In 2001, after international pressure, the British government agreed to appoint a judge to review whether or not there was collusion with the British government in the murder; a public inquiry was promised if collusion was found. However, even though the judge did find evidence of collusion, the British government reneged on the promise for a public inquiry. In October 2011, instead of a public inquiry, the government began a less wide-ranging review led by Sir Desmond de Silva. The results of this review, released in December 2012, acknowledged that the case entailed "a wilful and abject failure by successive Governments" and blame was laid on dead witnesses and now-defunct military organisations; the Finucane family decried the report as a "sham". In December 2012, British Prime Minister David Cameron apologised for the collusion. In 2024, the government of Northern Ireland announced that a public inquiry would be carried out.

==Early life and family==
Patrick Finucane was born on 21 March 1949 into a prominent republican family on Falls Road, Belfast.

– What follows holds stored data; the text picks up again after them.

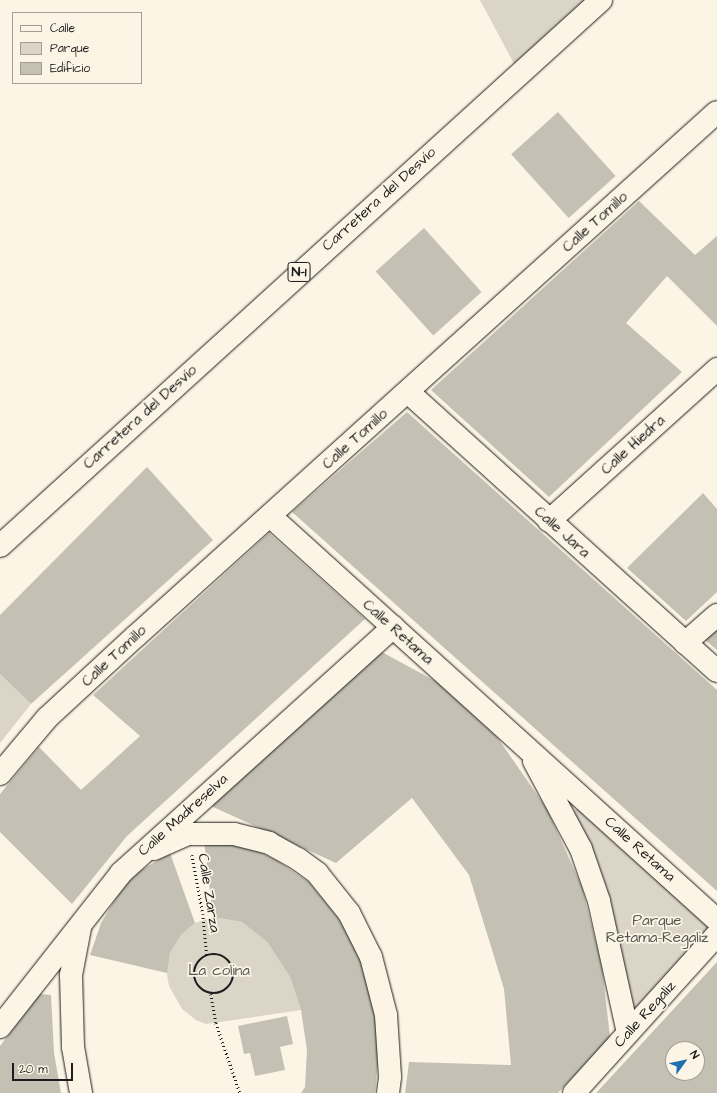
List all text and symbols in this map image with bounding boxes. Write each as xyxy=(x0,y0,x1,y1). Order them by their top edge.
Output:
legend xyxy=(12,12,142,84)
text: Calle xyxy=(50,20,75,37)
text: Parque xyxy=(50,40,89,57)
text: Edificio xyxy=(50,60,90,77)
street label: Carretera del Desvío xyxy=(318,143,440,255)
street label: Calle Tomillo xyxy=(559,188,631,256)
road number: N-1 xyxy=(287,260,311,284)
street label: Carretera del Desvío xyxy=(79,361,201,473)
street label: Calle Tomillo xyxy=(319,405,391,473)
street label: Calle Hiedra xyxy=(597,411,669,479)
street label: Calle Jara xyxy=(530,502,594,562)
street label: Calle Retama xyxy=(359,596,437,668)
street label: Calle Tomillo xyxy=(78,621,150,691)
street label: Calle Madreselva xyxy=(134,770,232,860)
street label: Calle Retama xyxy=(601,813,679,885)
street label: Calle Zarza xyxy=(194,852,224,934)
park label: Parque Retama-Regaliz xyxy=(606,911,708,946)
park label: La colina xyxy=(188,962,250,980)
street label: Calle Regaliz xyxy=(610,977,680,1051)
north arrow xyxy=(665,1041,705,1081)
text: N xyxy=(686,1048,703,1062)
scale bar xyxy=(14,1055,75,1081)
text: 20 m xyxy=(19,1061,48,1078)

He was the eldest child of eight, with six brothers—John, Liam, Gerard, Seamus, Martin and Dermot—and a sister, Rosaleen. In August 1969, at the start of the Troubles, his family was forced out of their home between Shankill Road and Falls Road, Belfast. He graduated from Trinity College Dublin in 1973. One of his brothers, John who was a Provisional Irish Republican Army (IRA) member, was killed in a car crash on Falls Road in 1972. Another brother, Dermot, successfully contested attempts of extradition to Northern Ireland from the Republic of Ireland for his alleged part in the killing of a prison officer; he was one of 38 IRA prisoners who participated in the Maze Prison escape in 1983. A third brother, Seamus, was the fiancé of Mairead Farrell, one of the participants killed in Operation Flavius by the Special Air Service (SAS) in Gibraltar in March 1988. Seamus was the leader of an IRA unit in west Belfast before his arrest in 1976 with Bobby Sands and seven other IRA men, during an attempt to destroy Balmoral's furniture store in south Belfast. He was sentenced to 14 years' imprisonment.

==Career==
After graduating, Finucane apprenticed at the law firm of Oliver Kelly. In 1979, he formed Madden & Finucane Solicitors, with Peter Madden, which is still led by Madden, and continues to act for those it considers to have been victims of mistreatment by the state, or their survivors.

In 1981, Finucane represented IRA prison leader Bobby Sands and Irish National Liberation Army hunger strikers who later died during the 1981 Irish hunger strike. He also represented Brian Gillen and three men shot dead by the Royal Ulster Constabulary (RUC) in a shoot-to-kill incident in 1982. In 1986, he represented Brenda Downes, the widow of John Downes, a civilian killed by a plastic bullet during an anti-internment rally in Belfast. In 1988, he represented Pat McGeown, who was charged in connection with the Corporals killings.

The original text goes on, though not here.